I recall going to a church business meeting last year at Sunrise Baptist here in Midland where they were debating a clause in the church bylaws forbidding members from taking the church to court, requiring their favored Christian mediation serves as a replacement for such disputes. One one level, there is good scriptural standing for such an attitude; 1 Corinthians 6 calls for keeping disputes within the church.
However, some of the rationale for such rules stems from the deep pockets many big churches have. When Sunrise was renting a small church building in the older section of town at the turn of the millennium and not having the money to pay a full-time pastor, there would be little for a litigious member to sue for. Fast forward a decade, and they have a nice newer building bought off the Midland E-Free near-megachurch when they outgrew the 600-or-so seat building and built even bigger digs; now, they are more likely to feel the need to have such suit-stopping rules, since they have more assets to cover.
A similar issue is at the Supreme Court, where such an arbitration mandate is in play. A teacher at a Lutheran school in metro Detroit got let go after coming down with narcoleptic symptoms; she felt the need to press an disability-discrimination lawsuit, but her contract stated that any such issue needed to go to arbitration instead. The church wants the suit thrown out and the Obama team is backing the sleepy teacher in her right to sue, saying that any pastoral exemption shouldn't extend to school-teachers, even if such teachers do a lot of religious teaching as part of their job.
This is a toughy. On one hand, that Biblical mandate makes taking a church to court problematic. However, if the arbitration process is stacked against someone who was wronged by a church, there seems to be a miscarriage of justice that needs a judicial remedy. I don't know the winning percentage of churches in such settings, but there is often an assumption that the church elders are right and the plaintiff is wrong.
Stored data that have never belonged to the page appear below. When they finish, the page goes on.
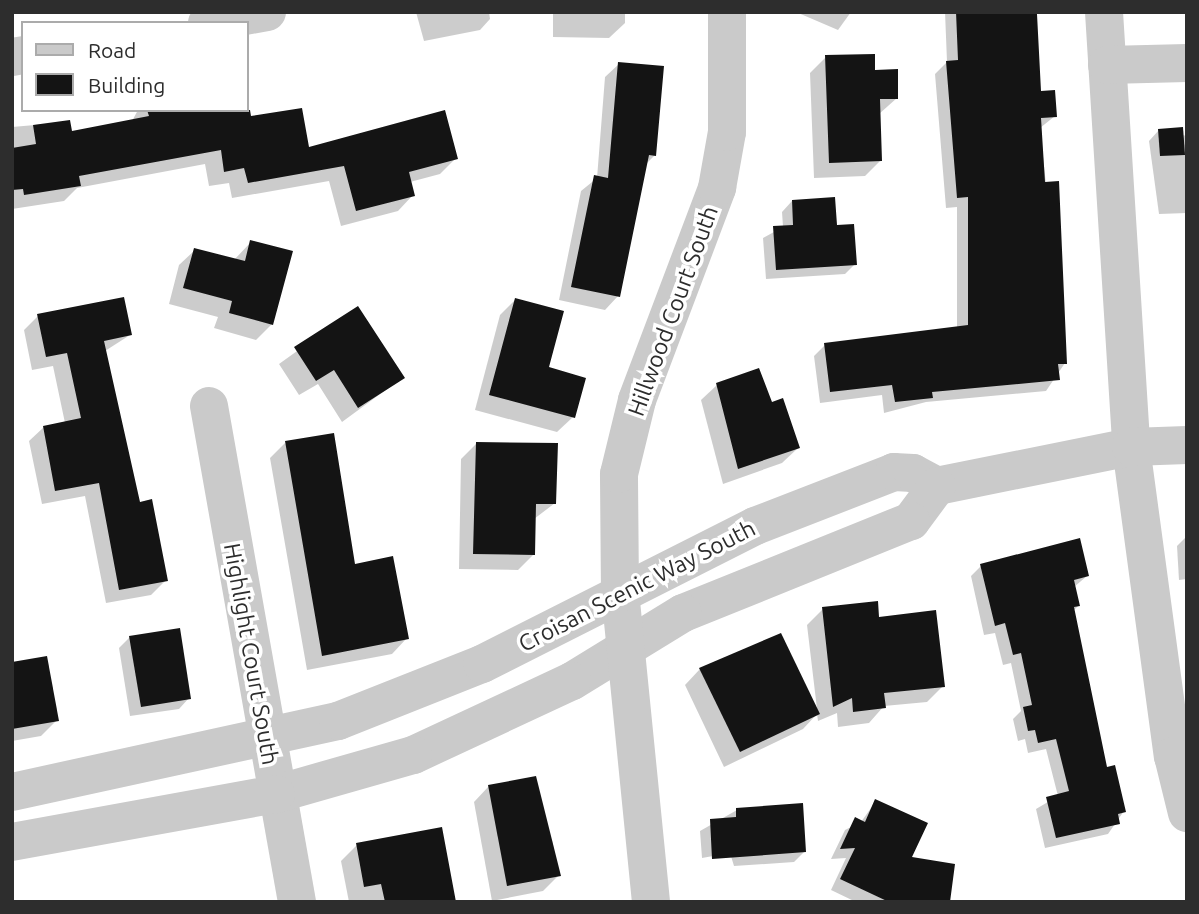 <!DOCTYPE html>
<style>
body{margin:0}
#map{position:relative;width:1199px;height:914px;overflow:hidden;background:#fff;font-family:Ubuntu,sans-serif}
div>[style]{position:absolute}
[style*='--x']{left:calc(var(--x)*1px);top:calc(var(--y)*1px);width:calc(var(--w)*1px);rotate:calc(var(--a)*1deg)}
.shadow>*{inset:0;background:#0003}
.building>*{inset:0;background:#141414}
.minor>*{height:38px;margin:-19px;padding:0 19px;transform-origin:19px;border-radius:19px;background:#cacaca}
span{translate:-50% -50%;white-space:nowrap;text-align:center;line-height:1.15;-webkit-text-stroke:7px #fff;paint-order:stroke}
.street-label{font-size:23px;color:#2d2d2d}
.frame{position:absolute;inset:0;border:14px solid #2d2d2d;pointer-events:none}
.legend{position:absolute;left:21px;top:21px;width:228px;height:91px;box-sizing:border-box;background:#fff;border:2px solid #ababab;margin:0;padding:9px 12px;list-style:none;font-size:21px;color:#2d2d2d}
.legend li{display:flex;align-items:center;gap:14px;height:35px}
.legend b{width:35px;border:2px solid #ababab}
</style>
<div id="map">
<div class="shadow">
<i style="clip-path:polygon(416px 12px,489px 12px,490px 19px,480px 30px,424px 41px)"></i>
<i style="clip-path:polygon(553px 12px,625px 12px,625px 23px,609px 38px,553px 37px)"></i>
<i style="clip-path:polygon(796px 12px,851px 12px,838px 30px)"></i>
<i style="clip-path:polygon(945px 12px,1034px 12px,1039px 93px,1055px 116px,1040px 128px,1065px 363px,1046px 391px,926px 402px,884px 413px,882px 395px,820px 403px,814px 356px,825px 345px,957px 328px,957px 207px,946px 208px,935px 74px,947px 62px)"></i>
<i style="clip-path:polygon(826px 57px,874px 72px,897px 98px,879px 114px,880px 161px,865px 176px,814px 178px,810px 73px)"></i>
<i style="clip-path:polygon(619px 64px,655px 155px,646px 164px,618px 296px,605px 310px,559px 300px,581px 191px,597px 178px,605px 77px)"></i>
<i style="clip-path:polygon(247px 100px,250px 118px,307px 149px,456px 158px,440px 174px,410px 182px,413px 195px,398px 211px,341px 226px,329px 181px,232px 198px,229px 183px,209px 186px,205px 164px,77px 188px,64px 201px,12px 209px,12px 127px,69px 122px,71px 133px,132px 121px,138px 110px,247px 110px)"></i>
<i style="clip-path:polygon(1159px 130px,1187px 136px,1187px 213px,1159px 214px,1149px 141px)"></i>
<i style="clip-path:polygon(792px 201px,835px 227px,855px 264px,845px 274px,766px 279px,763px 238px,783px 227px,782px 212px)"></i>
<i style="clip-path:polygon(251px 242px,272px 324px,256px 340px,214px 328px,218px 317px,169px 304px,179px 265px,195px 250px,234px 260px)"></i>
<i style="clip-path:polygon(515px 300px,573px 417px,557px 432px,475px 410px,500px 315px)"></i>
<i style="clip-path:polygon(357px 308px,402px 378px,342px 422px,318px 384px,299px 395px,279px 364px)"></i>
<i style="clip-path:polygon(38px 316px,130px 335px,105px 351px,138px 504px,166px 580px,151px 595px,106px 603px,85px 496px,42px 504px,29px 441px,44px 427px,65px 423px,53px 366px,32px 370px,24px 330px)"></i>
<i style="clip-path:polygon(717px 385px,770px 405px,798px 448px,782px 463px,723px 484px,701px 400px)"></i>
<i style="clip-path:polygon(285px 443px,354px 566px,407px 638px,392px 654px,307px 670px,270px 458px)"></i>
<i style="clip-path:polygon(476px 444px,555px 503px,534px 519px,533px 555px,518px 570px,459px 569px,461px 459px)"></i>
<i style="clip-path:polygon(1187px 536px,1187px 579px,1179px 580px,1177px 546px)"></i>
<i style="clip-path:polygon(981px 566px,1087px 576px,1074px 587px,1078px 606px,1073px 611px,1106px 769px,1124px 811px,1108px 834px,1045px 848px,1036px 809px,1058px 796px,1046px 749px,1028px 753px,1025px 739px,1018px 741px,1013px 719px,1021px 711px,1011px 663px,1003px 665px,995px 633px,984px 635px,971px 576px)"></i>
<i style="clip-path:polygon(823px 609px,878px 619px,943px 686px,927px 702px,884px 706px,869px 723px,838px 727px,837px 713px,818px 721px,817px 714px,803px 729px,724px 767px,685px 685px,700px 669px,817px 709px,807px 625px)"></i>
<i style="clip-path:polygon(130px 637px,189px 698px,179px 709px,130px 716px,119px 648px)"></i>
<i style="clip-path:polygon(12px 664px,57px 720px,41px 736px,12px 741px)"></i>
<i style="clip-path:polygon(489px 786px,552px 840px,559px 875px,543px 891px,492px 901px,474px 802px)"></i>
<i style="clip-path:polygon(876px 801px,910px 859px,948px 902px,856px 902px,831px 890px,846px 858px,831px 859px,845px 830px,861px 822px)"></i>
<i style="clip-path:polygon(737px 810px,805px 851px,794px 862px,734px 866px,730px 853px,702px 858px,700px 831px)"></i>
<i style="clip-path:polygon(357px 845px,454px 902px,349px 902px,341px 861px)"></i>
</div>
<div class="building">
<i style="clip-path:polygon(956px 12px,1037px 14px,1041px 91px,1055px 90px,1057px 117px,1041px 118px,1045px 182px,1059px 181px,1067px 364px,1058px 364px,1060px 380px,932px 392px,933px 398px,895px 402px,892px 385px,830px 392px,824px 343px,968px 325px,968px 197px,957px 198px,946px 61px,958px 60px)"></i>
<i style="clip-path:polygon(875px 54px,875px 70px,898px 69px,898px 99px,880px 99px,882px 161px,829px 163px,825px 55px)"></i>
<i style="clip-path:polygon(618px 62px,664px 66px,656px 156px,649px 155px,620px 297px,571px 287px,594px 175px,608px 178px)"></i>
<i style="clip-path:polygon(302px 108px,309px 147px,445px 110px,458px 159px,409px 172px,415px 196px,356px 211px,344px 166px,248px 183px,244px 168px,224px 172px,221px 150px,79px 176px,81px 186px,24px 195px,23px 189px,12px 190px,12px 148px,36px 144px,33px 125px,70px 120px,72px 131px,149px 116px,147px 110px,250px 110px,251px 116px)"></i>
<i style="clip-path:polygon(1183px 127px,1185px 155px,1160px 156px,1158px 129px)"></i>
<i style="clip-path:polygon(835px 197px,837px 225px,854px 224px,857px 265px,776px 270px,773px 226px,793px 225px,792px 200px)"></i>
<i style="clip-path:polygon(250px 240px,293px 251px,273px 325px,229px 313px,232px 301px,183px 288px,194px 248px,245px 261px)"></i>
<i style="clip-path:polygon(124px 297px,132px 335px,104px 341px,140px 502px,152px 499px,168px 581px,119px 590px,99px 483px,55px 491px,43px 426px,81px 418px,67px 353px,46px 357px,37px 314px)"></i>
<i style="clip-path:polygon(515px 298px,564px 311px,549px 367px,586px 378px,575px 418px,489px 395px)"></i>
<i style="clip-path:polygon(358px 306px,405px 378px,358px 408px,334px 370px,316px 381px,294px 347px)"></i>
<i style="clip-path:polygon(759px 368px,772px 402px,783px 398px,800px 448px,738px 469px,716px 383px)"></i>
<i style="clip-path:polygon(334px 433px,355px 564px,393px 556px,409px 639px,322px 656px,285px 441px)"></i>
<i style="clip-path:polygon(476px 442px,558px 443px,556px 504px,536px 504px,535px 555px,473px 554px)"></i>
<i style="clip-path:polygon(1080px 538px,1089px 576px,1074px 580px,1080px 606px,1074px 607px,1107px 767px,1115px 765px,1126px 812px,1118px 814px,1120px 824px,1056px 838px,1046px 797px,1069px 791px,1056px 739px,1038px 743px,1035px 730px,1028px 731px,1023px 707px,1032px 705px,1021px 653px,1013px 655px,1005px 623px,995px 626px,980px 564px)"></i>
<i style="clip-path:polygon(878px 601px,879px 617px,936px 610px,945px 687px,884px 693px,886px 708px,853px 712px,852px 698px,833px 707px,822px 607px)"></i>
<i style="clip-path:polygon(180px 628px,191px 699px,141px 707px,129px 636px)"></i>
<i style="clip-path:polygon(781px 633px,820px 714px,740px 752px,699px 668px)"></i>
<i style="clip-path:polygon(47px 656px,59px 721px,12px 729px,12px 662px)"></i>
<i style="clip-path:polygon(536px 776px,561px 876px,507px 886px,488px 785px)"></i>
<i style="clip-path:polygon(875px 799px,928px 823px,912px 857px,955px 864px,950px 902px,889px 902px,840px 879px,855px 848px,840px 849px,855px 817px,865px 822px)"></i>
<i style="clip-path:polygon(803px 803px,806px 852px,712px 859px,710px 819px,736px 817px,736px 808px)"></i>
<i style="clip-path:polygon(442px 827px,456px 902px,385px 902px,381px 884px,364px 887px,356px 843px)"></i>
</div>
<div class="minor">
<i style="--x:1104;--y:12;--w:436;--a:86.4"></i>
<i style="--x:1131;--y:447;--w:312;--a:82.3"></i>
<i style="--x:1173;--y:756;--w:59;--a:76.2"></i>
<i style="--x:207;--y:23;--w:61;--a:-10.4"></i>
<i style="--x:12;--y:57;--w:11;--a:-10"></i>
<i style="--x:1107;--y:65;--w:80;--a:-1.4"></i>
<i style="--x:209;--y:406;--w:504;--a:79.94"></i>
<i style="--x:937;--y:486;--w:198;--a:-11.4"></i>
<i style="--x:1131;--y:447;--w:56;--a:-2"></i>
<i style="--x:12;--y:792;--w:334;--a:-12.3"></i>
<i style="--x:338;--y:721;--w:155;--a:-21.6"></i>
<i style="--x:482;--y:664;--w:306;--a:-26.8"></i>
<i style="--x:755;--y:526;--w:149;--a:-21.2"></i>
<i style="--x:894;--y:472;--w:19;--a:3"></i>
<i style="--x:913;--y:473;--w:27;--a:28"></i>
<i style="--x:937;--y:486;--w:44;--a:126.6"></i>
<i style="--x:911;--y:521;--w:246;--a:158"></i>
<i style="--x:683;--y:613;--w:130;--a:148.5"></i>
<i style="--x:572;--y:681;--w:175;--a:155"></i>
<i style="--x:413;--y:755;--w:142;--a:164.1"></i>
<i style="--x:276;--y:794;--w:268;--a:169.7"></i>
<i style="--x:651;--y:902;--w:311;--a:-95.7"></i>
<i style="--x:620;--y:593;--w:119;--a:-90.5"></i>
<i style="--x:619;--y:474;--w:76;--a:-76.3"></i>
<i style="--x:637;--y:400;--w:227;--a:-69.3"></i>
<i style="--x:717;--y:188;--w:57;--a:-79.9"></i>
<i style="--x:727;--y:132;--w:120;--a:-90"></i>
</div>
<div class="street-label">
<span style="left:673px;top:311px;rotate:-70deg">Hillwood Court South</span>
<span style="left:637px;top:586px;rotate:-27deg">Croisan Scenic Way South</span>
<span style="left:251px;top:654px;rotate:80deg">Highlight Court South</span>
</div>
<div class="frame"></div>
<ul class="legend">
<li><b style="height:9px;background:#cacaca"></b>Road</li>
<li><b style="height:19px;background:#141414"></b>Building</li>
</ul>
</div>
We're quick to want to keep Muslim internal law from getting into our courts, especially if the deck is stacked against women and children and for men; one of the more troubling parts of Herman Cain's rhetoric is his excessive fear of such sharia rules getting respected in US courts. However, if we want to go after Islamic legal infrastructure as unfair, would we also be on constitutional grounds to go after Christian legal infrastructure that may be unfair to some parties?
That's what the Supremes have to deal with. I have the feeling that there will be a lot of concurring opinions. Having to be nice to a gal with nap attacks wouldn't be a huge breech of Christian values; if anything, the school looks more like Pharisees at this point. Somehow, I don't see this one being 5-4 with Kennedy being the swing vote either way, since I could see this going anything from 7-2 for the teacher to 6-3 for the church.